Clearfield and Jefferson Counties, PA – Dozens of crashes happened within the past few days, and more are likely on the way due to slippery travel conditions overnight.
Just yesterday afternoon, a tractor-trailer rolled over on eastbound Interstate 80 near Reynoldsville. It’s still unknown how severely the driver was injured.
A Cameron County teen is being charged for rear-ending another vehicle on Sunday afternoon on Route 219, near Brockway. The 17-year-old Emporium girl ran into the back end of the vehicle of 28-year-old Maria Foringer of Brockway, who had been stopped to make a left turn. Foringer and a 1-year-old boy in her Jeep both escaped injuries. The 17-year-old girl and her 18-year-old passenger weren’t injured either, but the driver was cited by police for following too closely.
In another crash on Sunday, police found a vehicle that had been abandoned after a crash on Rockton Road. The vehicle was severely damaged and appeared to have gone off of Rockton Road near Murray Road, then hydroplaned across a creek and through some brush. There was no driver around the vehicle, but police are investigating the license plate.
Also on Sunday, a 41-year-old Sykesville man lost control on icy roads and rolled down an embankment in Sandy Township. No one was injured.
A 26-year-old Stump Creek woman had to be taken to Penn Highlands DuBois on Sunday after she slid into an embankment. She remains unidentified by police at this time.
On Friday, a 40-year-old Reynoldsville woman reported getting sideswiped by a white truck that was bypassing her on Larkeytown Road in Sandy Township. The truck driver allegedly hit her driver’s side mirror, then kept going. No one was injured.
Also on Friday, an 18-year-old DuBois man lost control on South Main Street. He went through a yard and struck a pickup truck that was parked in a driveway, Although both vehicles had to be towed from the scene, no one was injured.
With snow in the forecast for the rest of this morning, then likely again later this week, we have tips to help keep you and your passengers safe.

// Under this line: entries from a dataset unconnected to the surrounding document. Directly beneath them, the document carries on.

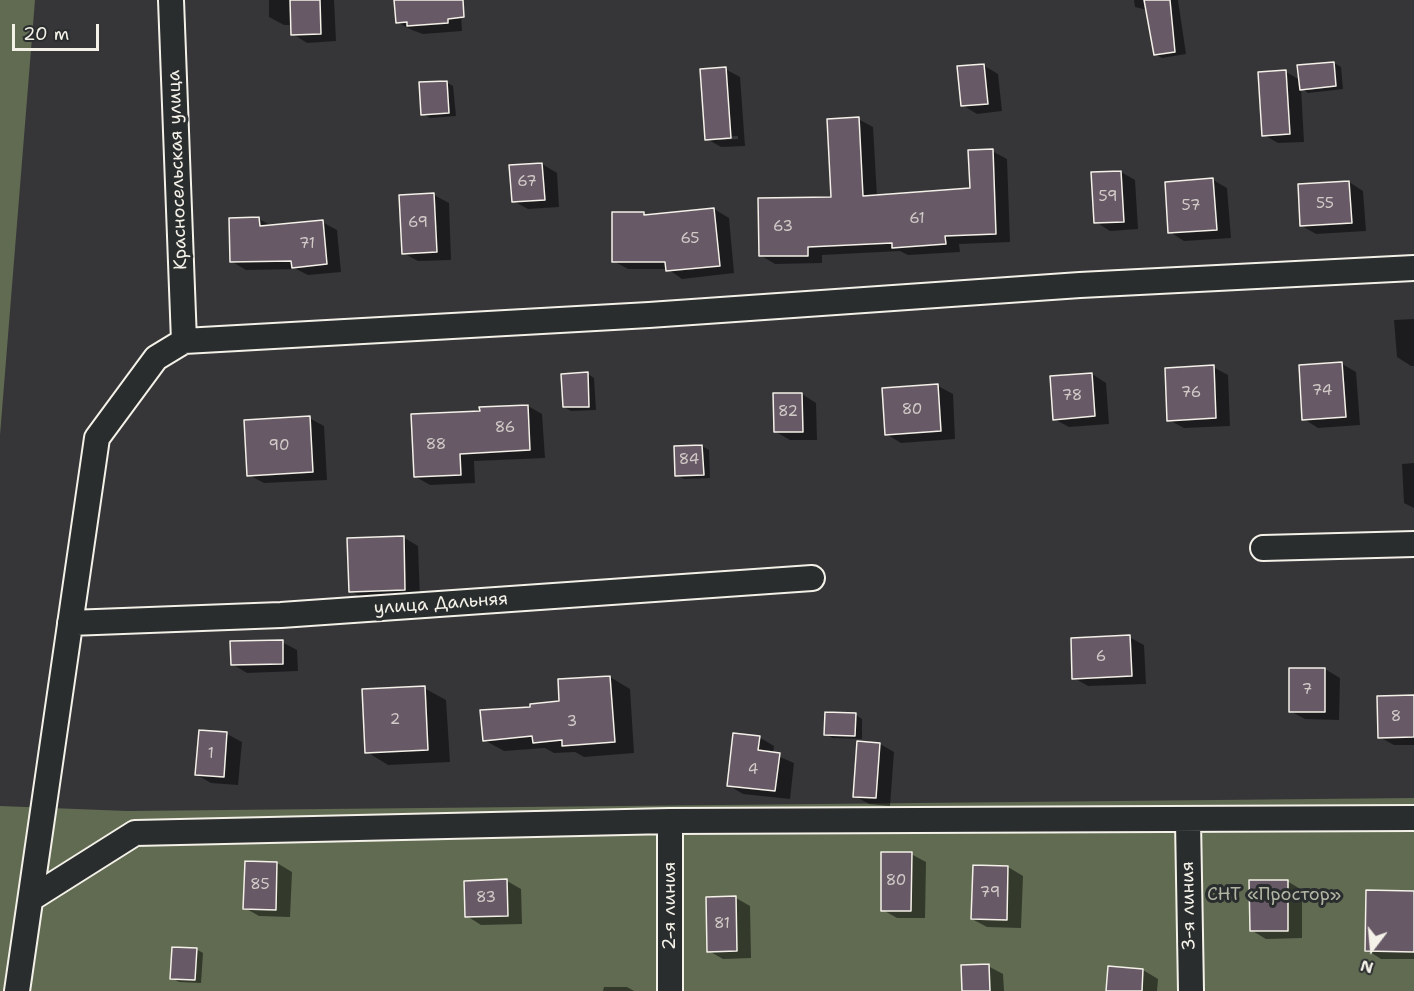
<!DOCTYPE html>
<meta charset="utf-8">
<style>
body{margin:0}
#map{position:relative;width:1414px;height:991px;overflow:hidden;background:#363639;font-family:"Shantell Sans",sans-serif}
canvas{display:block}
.north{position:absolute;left:1342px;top:919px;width:60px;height:60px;-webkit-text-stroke:4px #2a2d2e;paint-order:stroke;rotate:196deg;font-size:16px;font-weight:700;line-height:24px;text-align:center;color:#f4f1e8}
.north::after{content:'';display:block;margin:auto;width:21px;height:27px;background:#f4f1e8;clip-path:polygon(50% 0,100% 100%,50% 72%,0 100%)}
.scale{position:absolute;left:12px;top:24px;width:87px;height:27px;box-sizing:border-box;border:3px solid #f4f1e8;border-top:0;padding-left:8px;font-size:18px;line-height:21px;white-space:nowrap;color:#f4f1e8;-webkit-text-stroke:4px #2a2d2e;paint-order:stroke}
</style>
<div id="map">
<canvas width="1414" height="991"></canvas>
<div class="north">N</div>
<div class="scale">20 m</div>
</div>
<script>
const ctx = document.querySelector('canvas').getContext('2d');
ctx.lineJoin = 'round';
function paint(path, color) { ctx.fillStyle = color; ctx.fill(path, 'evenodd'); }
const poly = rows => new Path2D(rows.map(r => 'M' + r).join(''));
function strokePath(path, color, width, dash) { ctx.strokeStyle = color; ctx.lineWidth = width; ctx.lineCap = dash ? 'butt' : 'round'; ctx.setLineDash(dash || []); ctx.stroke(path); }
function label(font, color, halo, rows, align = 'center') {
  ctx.font = font + ' "Shantell Sans",sans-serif'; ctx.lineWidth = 6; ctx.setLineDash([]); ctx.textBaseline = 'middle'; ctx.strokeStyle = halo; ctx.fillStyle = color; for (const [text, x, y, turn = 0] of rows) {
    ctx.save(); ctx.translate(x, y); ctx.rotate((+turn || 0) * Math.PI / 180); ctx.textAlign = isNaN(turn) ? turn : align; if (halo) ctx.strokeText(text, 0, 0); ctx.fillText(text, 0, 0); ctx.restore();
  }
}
paint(poly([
 [0,0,35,0,0,435],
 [1414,798,1414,991,0,991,0,806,127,811]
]), '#616b52');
paint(poly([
 [269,0,334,0,336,41,307,43,293,34,292,25,284,25,269,17],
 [395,0,460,0,462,31,423,34,412,30,397,22],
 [1134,0,1178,0,1186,54,1162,58,1155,54,1147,10,1135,7],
 [1334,63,1341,67,1343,89,1308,93,1301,88,1304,142,1278,143,1264,135,1286,72,1300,80],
 [983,65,998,74,1002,111,977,114,962,105],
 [725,69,740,77,745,146,721,147,707,139],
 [738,136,738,139,719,140,719,137],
 [446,82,453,86,456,116,430,118,423,114],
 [858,119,873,127,877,196,971,190,992,151,1007,159,1010,242,959,244,960,252,908,255,900,251,822,255,822,263,775,264,760,255,833,199],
 [542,164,557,173,559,207,528,209,513,201],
 [1121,172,1135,180,1138,229,1110,231,1096,222],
 [1213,180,1227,188,1231,238,1184,241,1170,232],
 [1349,182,1363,191,1366,231,1316,234,1302,226],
 [434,195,449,203,451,260,418,261,403,253],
 [714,209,729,218,734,273,682,279,668,269,628,269,613,261,643,213,648,216],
 [259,219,272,226,322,222,337,230,341,272,308,275,296,269,246,270,231,261],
 [1414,319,1414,366,1411,366,1397,357,1394,320],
 [1342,364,1356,372,1360,425,1318,428,1304,419],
 [1213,367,1228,375,1230,426,1184,428,1169,420],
 [588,374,594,378,596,410,571,411,564,407],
 [1092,374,1106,383,1109,424,1069,427,1054,419],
 [938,386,953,394,955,439,901,443,886,434],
 [802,394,816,403,817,440,790,440,776,432],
 [528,406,542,414,545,458,474,461,475,483,430,485,416,477,481,412],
 [309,418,324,426,327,480,264,483,249,475],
 [702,446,709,450,710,478,684,479,677,475],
 [1414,463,1414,508,1404,503,1402,464],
 [403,537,418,546,420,598,365,599,350,591],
 [1129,637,1144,645,1146,684,1088,686,1074,678],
 [282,642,297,650,298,671,247,673,232,664],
 [1291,669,1325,669,1340,678,1339,720,1305,719,1290,711],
 [610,677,630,689,634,753,584,757,575,752,554,753,545,748,504,751,484,740],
 [424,688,446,700,450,762,388,765,367,752],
 [1414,697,1414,745,1394,745,1379,737],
 [856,715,862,719,862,739,833,738,826,734],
 [200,732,227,734,242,742,238,785,211,783,197,775],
 [759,737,774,746,773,754,794,763,790,799,743,794,728,785],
 [880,744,894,752,890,806,869,804,855,796],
 [911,854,926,862,925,918,897,918,883,910],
 [277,863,292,872,290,917,259,916,245,908],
 [1008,867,1023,876,1021,928,987,927,972,919],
 [507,881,521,889,522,924,481,925,467,916],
 [1287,881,1302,890,1302,938,1266,939,1251,930],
 [1414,892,1414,959,1381,959,1367,950],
 [736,898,750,906,751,958,723,959,709,951],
 [196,949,203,953,201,983,179,982,172,978],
 [988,966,1003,974,1004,991,964,991],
 [1110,967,1143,970,1158,979,1157,991,1108,991],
 [604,987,627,987,634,991,603,991]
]), '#0007');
const building = poly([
 [290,0,320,0,321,34,291,35,290,0],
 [394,0,463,0,464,17,448,19,448,23,407,26,407,22,396,23,394,0],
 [1144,0,1170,0,1175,52,1154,55,1144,0],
 [1334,62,1336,86,1300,90,1297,65,1334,62],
 [984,64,988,104,961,106,957,66,984,64],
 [726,67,731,138,705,140,700,69,726,67],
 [1286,70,1290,134,1262,136,1258,72,1286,70],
 [447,81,449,113,421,115,419,82,447,81],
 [859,117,863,196,970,188,968,150,993,149,996,234,945,236,946,244,892,248,892,243,808,247,808,256,759,256,758,198,831,197,827,119,859,117],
 [542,163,545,200,512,202,509,165,542,163],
 [1121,171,1124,222,1094,223,1091,172,1121,171],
 [1213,178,1217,230,1168,233,1165,182,1213,178],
 [1349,181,1352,223,1300,226,1298,184,1349,181],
 [434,193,437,252,402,254,399,195,434,193],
 [714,208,720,266,666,271,665,262,612,262,612,212,644,212,644,215,714,208],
 [259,217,260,226,323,220,327,264,292,268,291,261,230,262,229,218,259,217],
 [1342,362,1346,417,1302,420,1299,365,1342,362],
 [1214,365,1216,418,1167,421,1165,368,1214,365],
 [588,372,589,407,563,407,561,374,588,372],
 [1092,373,1095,416,1053,420,1050,376,1092,373],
 [938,384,941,431,885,435,882,388,938,384],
 [773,393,802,393,803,432,774,432,773,393],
 [528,405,530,450,460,454,461,475,414,477,411,414,480,411,479,407,528,405],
 [310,416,313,472,247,476,244,420,310,416],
 [702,445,704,475,675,476,674,446,702,445],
 [404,536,405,590,349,592,347,538,404,536],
 [1130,635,1132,676,1072,679,1071,638,1130,635],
 [283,640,283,664,231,665,230,641,283,640],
 [1289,668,1325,668,1325,712,1289,712,1289,668],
 [610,676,615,742,562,746,562,740,533,743,532,736,483,741,480,710,530,707,530,704,559,701,558,679,610,676],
 [425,686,428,750,365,753,362,689,425,686],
 [1414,695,1414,737,1378,738,1377,696,1414,695],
 [825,712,856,713,855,736,824,735,825,712],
 [199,730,227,732,224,777,195,775,199,730],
 [733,733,760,736,758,750,780,753,775,791,727,786,733,733],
 [857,741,880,743,876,798,853,797,857,741],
 [881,852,912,852,911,911,881,911,881,852],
 [245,861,277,862,276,910,243,909,245,861],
 [973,865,1008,866,1007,920,971,919,973,865],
 [507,879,508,916,465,917,464,881,507,879],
 [1249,880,1288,880,1288,931,1250,931,1249,880],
 [1366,890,1414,891,1414,952,1365,951,1366,890],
 [736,896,737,951,707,952,706,897,736,896],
 [172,947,197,948,195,980,170,979,172,947],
 [989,964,990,991,962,991,961,965,989,964],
 [1108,966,1143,969,1142,991,1106,991,1108,966]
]);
paint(building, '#685966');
strokePath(building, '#f4f1e8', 1.5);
const minor = poly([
 [171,0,184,341],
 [1263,548,1414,544],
 [70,623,281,615,812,578],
 [1188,821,1191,991],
 [32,898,135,833,670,821,1414,818],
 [17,991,97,438,156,358,184,341,649,315,1080,285,1414,268],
 [670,991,670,821]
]);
strokePath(minor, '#f4f1e8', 28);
strokePath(minor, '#2a2d2e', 24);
label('15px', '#d1cbc8', null, [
 ["67",527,182],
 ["59",1108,197],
 ["55",1325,204],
 ["57",1191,206],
 ["61",917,219],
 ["69",418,223],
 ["63",783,227],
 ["65",690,239],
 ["71",307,244],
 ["74",1322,391],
 ["76",1191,393],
 ["78",1072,396],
 ["80",912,410],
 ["82",788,412],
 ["86",505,428],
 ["88",436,445],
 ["90",279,446],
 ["84",689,460],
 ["6",1101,657],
 ["7",1307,690],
 ["8",1396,717],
 ["2",395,720],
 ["3",572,722],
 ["1",211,754],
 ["4",753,770],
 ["80",896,881],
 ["85",260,885],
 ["79",990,893],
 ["83",486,898],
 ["81",722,924]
]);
label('18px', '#f4f1e8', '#2a2d2e', [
 ["Красносельская улица",178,170,-92],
 ["улица Дальняя",441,604,-4],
 ["2-я линия",670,906,-90],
 ["3-я линия",1189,906,-91]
]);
label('18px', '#b2b5a4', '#2a2d2e', [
 ["СНТ «Простор»",1274,895]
]);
</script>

PennDOT recommends motorists avoid traveling during winter storms if possible, but motorists who must be on the road are urged to use caution while driving.
Sudden and heavy snow squalls are one of the biggest challenges that motorists, including PennDOT plow truck drivers, face during the winter; and motorists need to be alert for sudden squalls that can quickly cause roads to become snow covered.
Heavy squalls can also cause whiteout conditions that can greatly restrict or virtually eliminate a driver’s visibility.
If motorists do encounter snow squalls while traveling, PennDOT offers this advice:
- Slow down gradually and drive at a speed that suits the conditions.
- Turn on your headlights.
- Stay in your lane.
- Increase your following distance.
- Stay alert, keep looking as far ahead as possible and be patient.
- Reduce in-car distractions since your full attention is required.
- Use defroster and wipers.
- Keep windows and mirrors free of snow and ice.
- During whiteouts, come to a complete stop only when you can safely get as far off the road as possible or when there is a safe area to do so.
- Do not stop in the flow of traffic since this could create a chain-reaction collision.
- Do not pass a vehicle moving slowly or speed up to get away from a vehicle that is following too closely.
- Always buckle up and never drink and drive.
Meanwhile, PennDOT is prepared for the expected winter weather, with plow trucks and other equipment ready. Salt, anti-skid and other materials are in good supply. Crews will be working around the clock if necessary to keep the roads safe and passable.
Motorists are reminded that roadways will not be free of snow while precipitation is falling. With freezing temperatures, roads that look wet may actually be icy, and extra caution is needed when approaching bridges and highway ramps where ice can form without warning. Motorists should leave plenty of space – six car lengths — when following a truck that is plowing or spreading winter materials.
While PennDOT recommends not traveling during winter storms, motorists can check conditions on more than 40,000 roadway miles by visiting www.511PA.com. 511PA, which is free and available 24 hours a day, provides traffic delay warnings, weather forecasts, traffic speed information and access to more than 825 traffic cameras.